En 2018, j’ai décidé de commencer mon année en réalisant un rêve : j’ai écrit mon premier roman.
Le bilan de l’expérience serait riche.
Écrire un roman a été une mine d’or d’enseignements, dont certains étaient très inattendus pour moi.
Est-ce l’écriture, la création ou, plus largement, le fait de dépasser quelque chose, pour toucher du doigt ce qui me faisait tant rêver ?
Arf… sans doute un mélange de tout ça 😉
Pour pouvoir faire ce grand bond, j’ai dû accepter d’apprendre ce sans quoi je n’aurais pas pu avancer dans mon projet.
L’imperfection.
Hé oui, pour écrire un roman, il m’a fallu, du début à la fin, et encore aujourd’hui : comprendre une bonne fois pour toutes qu’il ne pourrait jamais y avoir de perfection. Ni dans ce roman, ni dans rien d’ailleurs : car la perfection est la chimère qui tue les projets et les gens qui s’acharnent à s’y accrocher.

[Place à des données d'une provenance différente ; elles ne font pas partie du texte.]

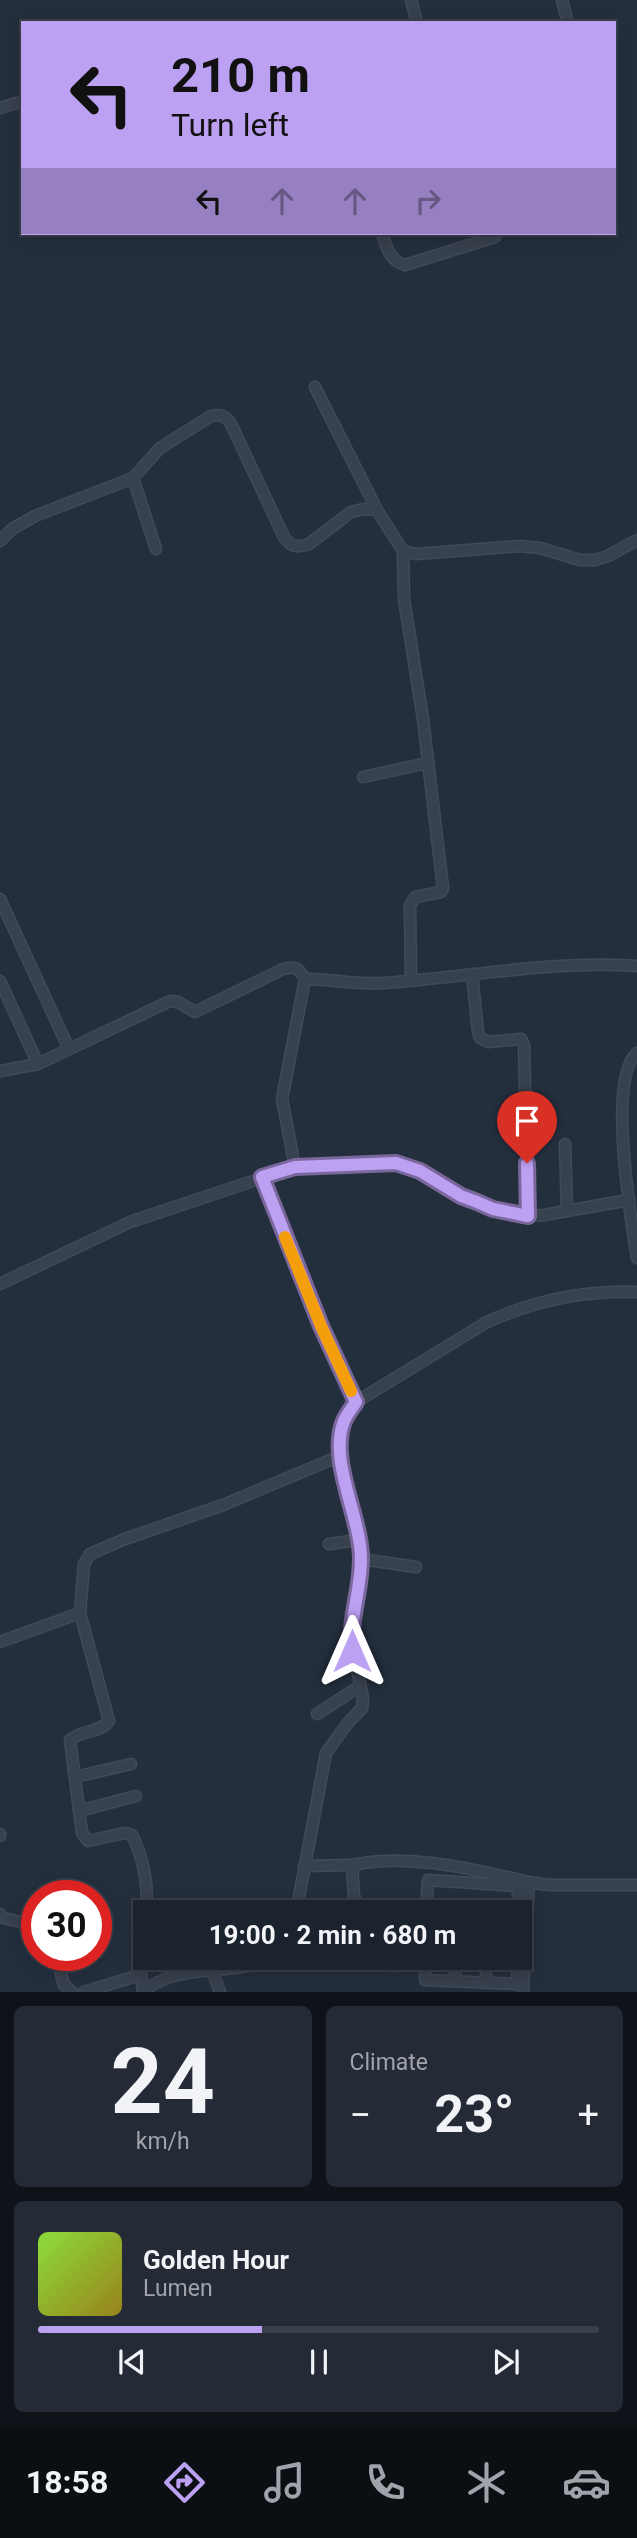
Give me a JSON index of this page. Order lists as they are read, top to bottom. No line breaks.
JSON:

Pour moi qui ai tout construit sous ma propre pression, comme s’il était question de vie ou de mort, accepter et embrasser l’imperfection est une… révolution.
C’est un apprentissage hein. Et vous voulez savoir ? Ça fait du bien.

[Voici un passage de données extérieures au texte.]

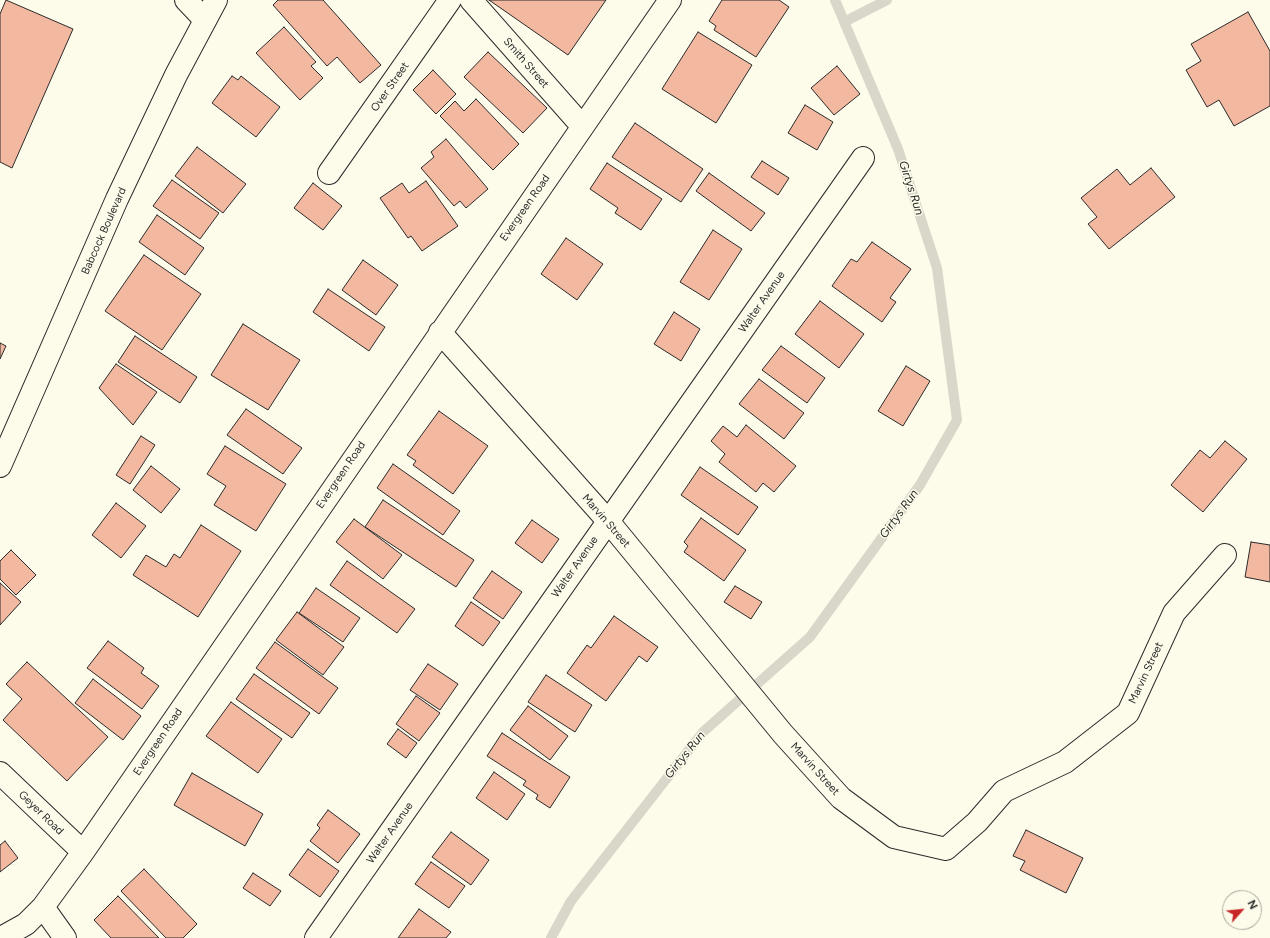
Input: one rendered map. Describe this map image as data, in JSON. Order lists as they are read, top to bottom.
{
  "streets": {
    "street": [
      "Smith Street",
      "Over Street",
      "Evergreen Road",
      "Babcock Boulevard",
      "Walter Avenue",
      "Marvin Street",
      "Geyer Road"
    ]
  },
  "crossings": [
    ["Smith Street", "Evergreen Road"],
    ["Evergreen Road", "Marvin Street"],
    ["Evergreen Road", "Geyer Road"],
    ["Walter Avenue", "Marvin Street"]
  ],
  "water": ["Girtys Run"],
  "north": "top right"
}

Et pourtant, aussi, ça m’a fait réfléchir. J’ai regardé autour de moi. J’observais ce que je faisais, ce que je disais, et l’univers dans lequel j’évoluais.

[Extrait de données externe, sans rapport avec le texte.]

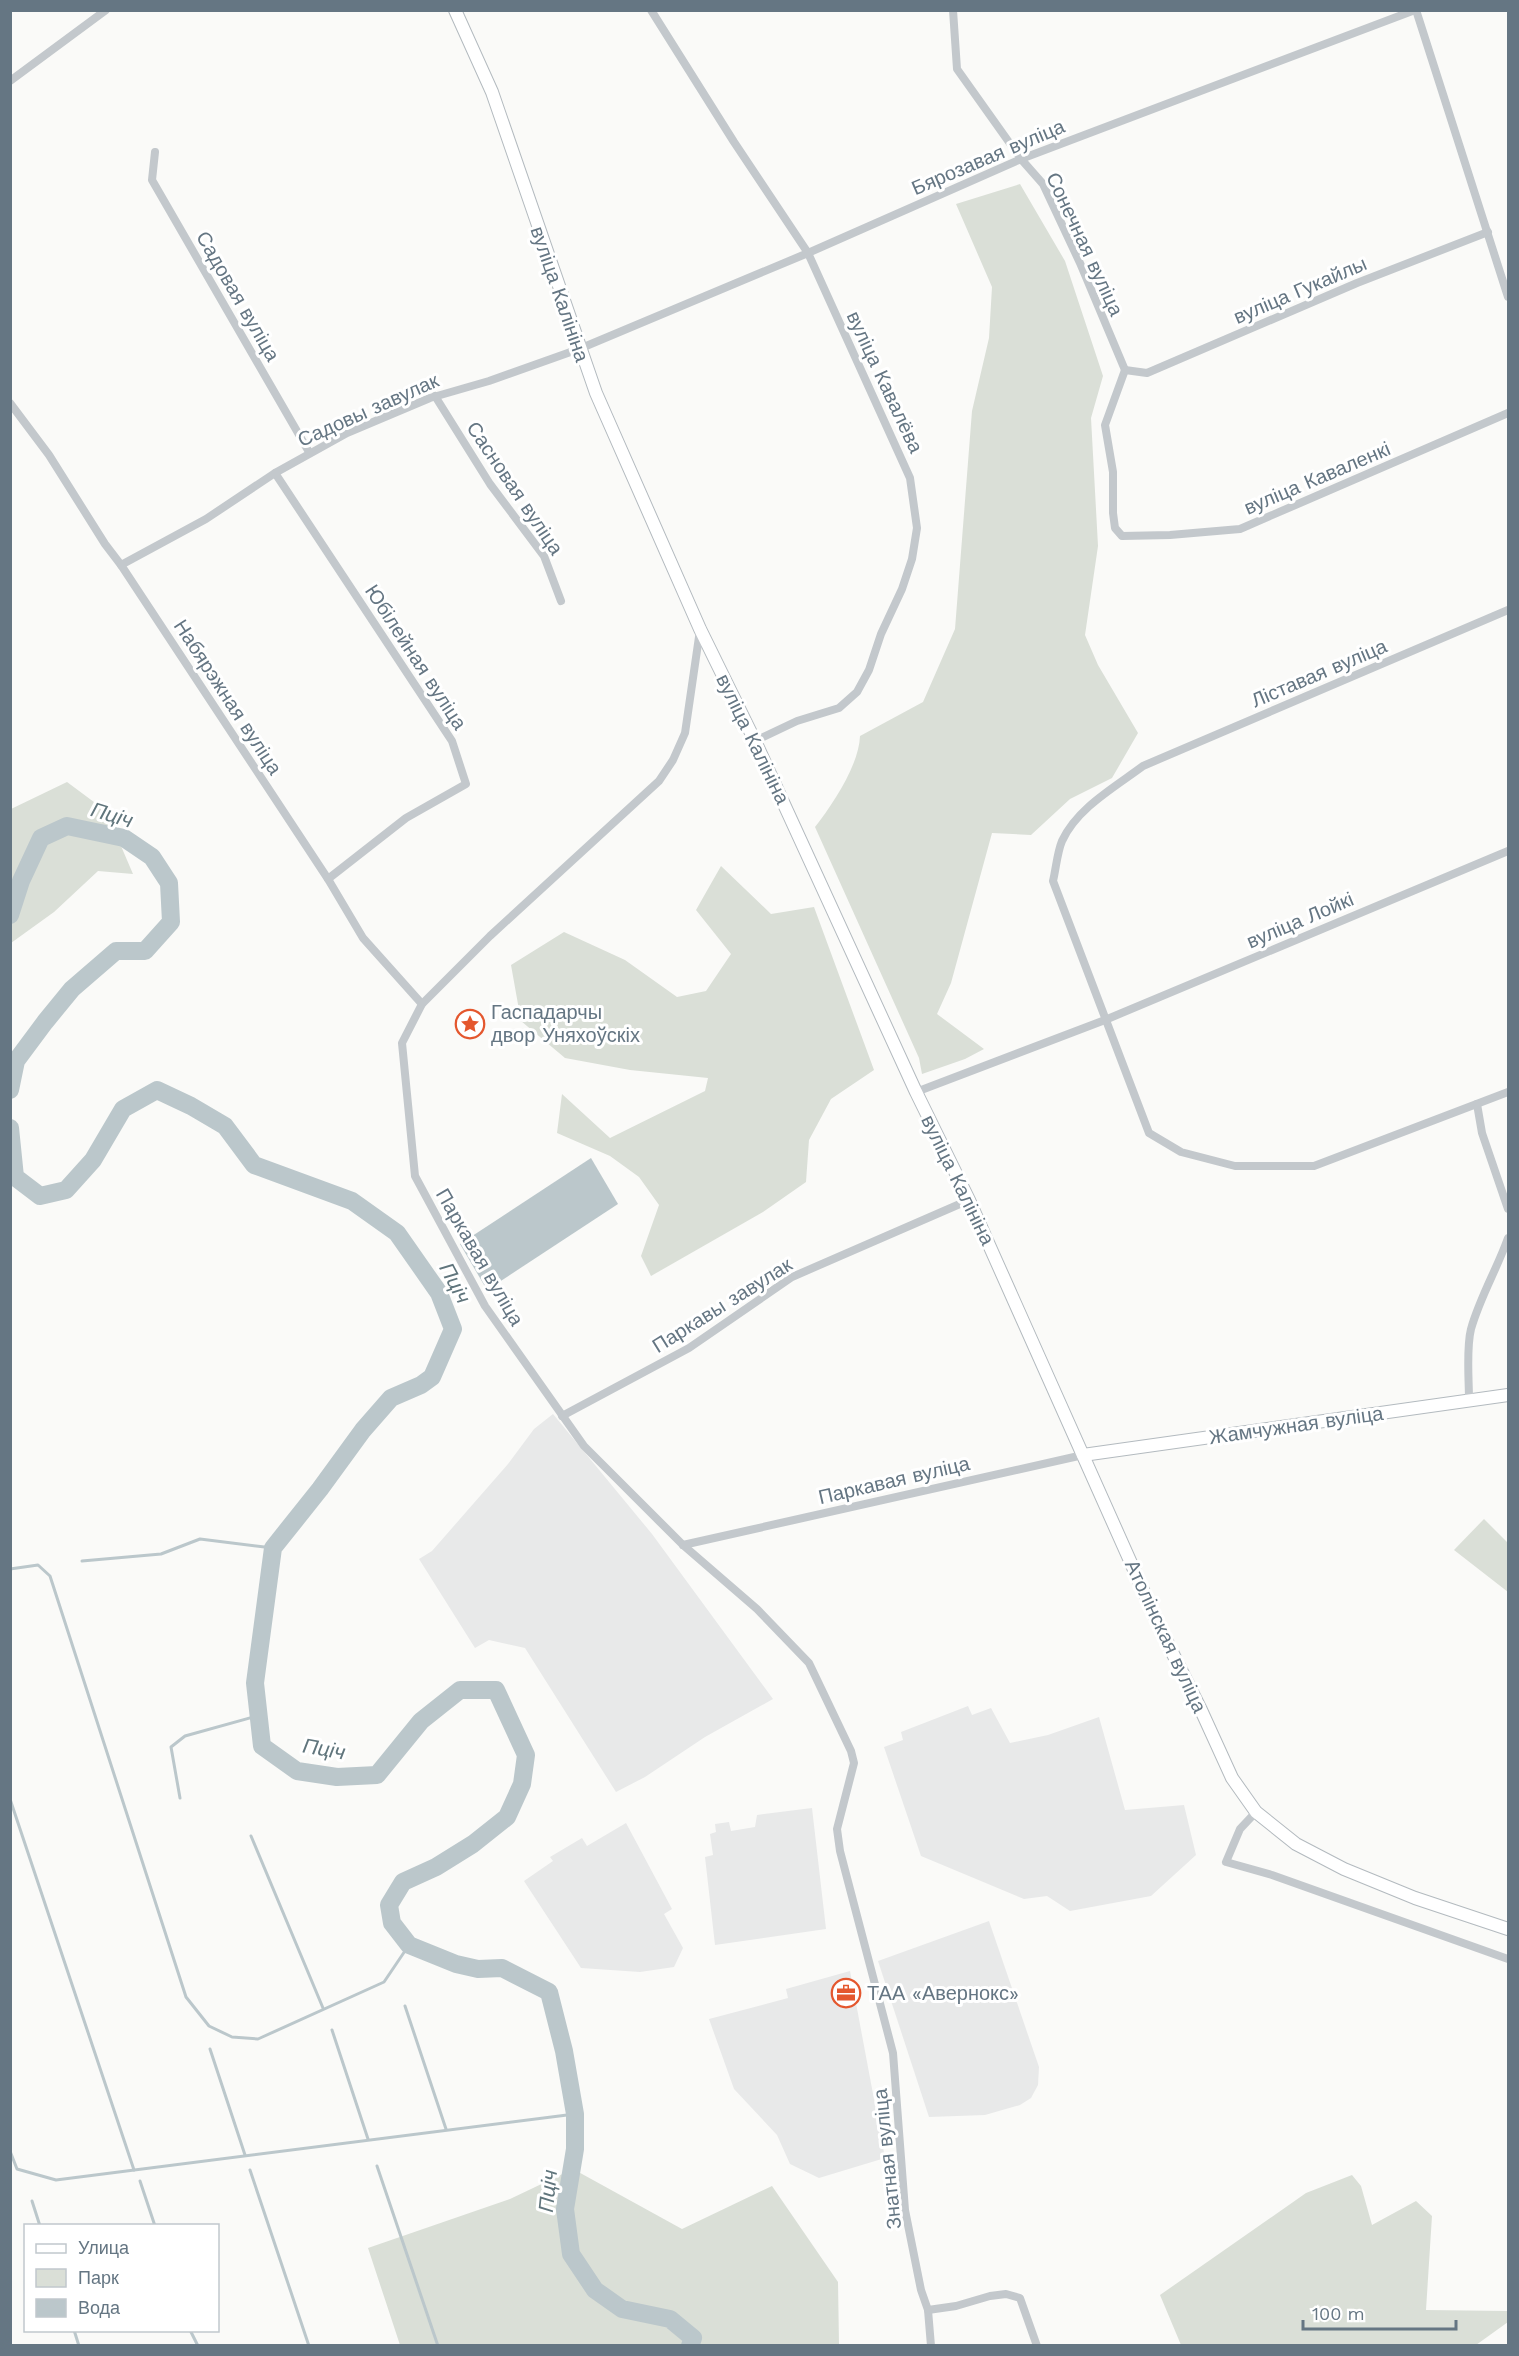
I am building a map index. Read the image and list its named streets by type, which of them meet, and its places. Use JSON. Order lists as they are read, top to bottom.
{
  "streets": {
    "street": [
      "Бярозавая вуліца",
      "Сонечная вуліца",
      "вуліца Гукайлы",
      "вуліца Калініна",
      "Садовая вуліца",
      "вуліца Кавалёва",
      "Садовы завулак",
      "вуліца Каваленкі",
      "Сасновая вуліца",
      "Юбілейная вуліца",
      "Ліставая вуліца",
      "Набярэжная вуліца",
      "вуліца Лойкі",
      "Паркавая вуліца",
      "Паркавы завулак",
      "Жамчужная вуліца",
      "Атолінская вуліца",
      "Знатная вуліца"
    ]
  },
  "crossings": [
    ["Бярозавая вуліца", "Сонечная вуліца"],
    ["Бярозавая вуліца", "вуліца Калініна"],
    ["Бярозавая вуліца", "вуліца Кавалёва"],
    ["Бярозавая вуліца", "Садовы завулак"],
    ["Сонечная вуліца", "вуліца Гукайлы"],
    ["Сонечная вуліца", "вуліца Каваленкі"],
    ["вуліца Гукайлы", "вуліца Каваленкі"],
    ["вуліца Калініна", "вуліца Кавалёва"],
    ["вуліца Калініна", "Садовы завулак"],
    ["вуліца Калініна", "вуліца Лойкі"],
    ["вуліца Калініна", "Паркавая вуліца"],
    ["вуліца Калініна", "Паркавы завулак"],
    ["вуліца Калініна", "Жамчужная вуліца"],
    ["вуліца Калініна", "Атолінская вуліца"],
    ["Садовая вуліца", "Садовы завулак"],
    ["Садовы завулак", "Сасновая вуліца"],
    ["Садовы завулак", "Юбілейная вуліца"],
    ["Садовы завулак", "Набярэжная вуліца"],
    ["Юбілейная вуліца", "Набярэжная вуліца"],
    ["Ліставая вуліца", "вуліца Лойкі"],
    ["Набярэжная вуліца", "Паркавая вуліца"],
    ["Паркавая вуліца", "Паркавы завулак"],
    ["Паркавая вуліца", "Жамчужная вуліца"],
    ["Паркавая вуліца", "Атолінская вуліца"],
    ["Паркавая вуліца", "Знатная вуліца"],
    ["Жамчужная вуліца", "Атолінская вуліца"]
  ],
  "water": ["Пціч"],
  "places": {
    "place": ["Гаспадарчы двор Уняхоўскіх"],
    "office": ["ТАА «Авернокс»"]
  },
  "legend": ["Улица", "Парк", "Вода"],
  "scale_bar": "100 m"
}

Et je me suis demandé si j’étais complice de la course à la perfection dans laquelle le monde s’acharne à s’engouffrer… pour son plus grand malheur.
Cette quête est partout.
Ouvrez grand vos yeux et vos oreilles, vous ne pourrez ignorer que vous devez êtres parfaits.
Car vous êtes informés.
Vous savez donc très bien que vous pouvez faire mieux pour votre corps. Manger plus de vert, moins de sucre, pas de viande. Vous savez que votre intérieur pourrait s’en trouver bien plus parfait. Et, par extension, le monde dans lequel vous vivez aussi : parce que tuer des vaches élevées de manière imparfaite, hé bien… c’est imparfait de le faire.
Vous vous devez, à vous, ainsi qu’à vos conjoints, vos enfants et toute votre descendance sur 5 générations : de trouver le vrai sens de votre vie, votre vrai talent, afin de vous engager enfin dans ce qui vous convient vraiment. Et donc arrêter de vous fourvoyer à passer à côté de votre… génie.
Vous ne pouvez pas ignorer que faire du sport toutes les semaines, c’est mieux. Arrêter de fumer, ne boire que modérément, éviter toutes drogues, vous coucher tôt, vous lever tôt également, travailler dur, travailler mieux, mais ne pas trop travailler car qui succombe au burn out témoigne de l’imperfection avec laquelle il ou elle a géré sa très grosse fatigue…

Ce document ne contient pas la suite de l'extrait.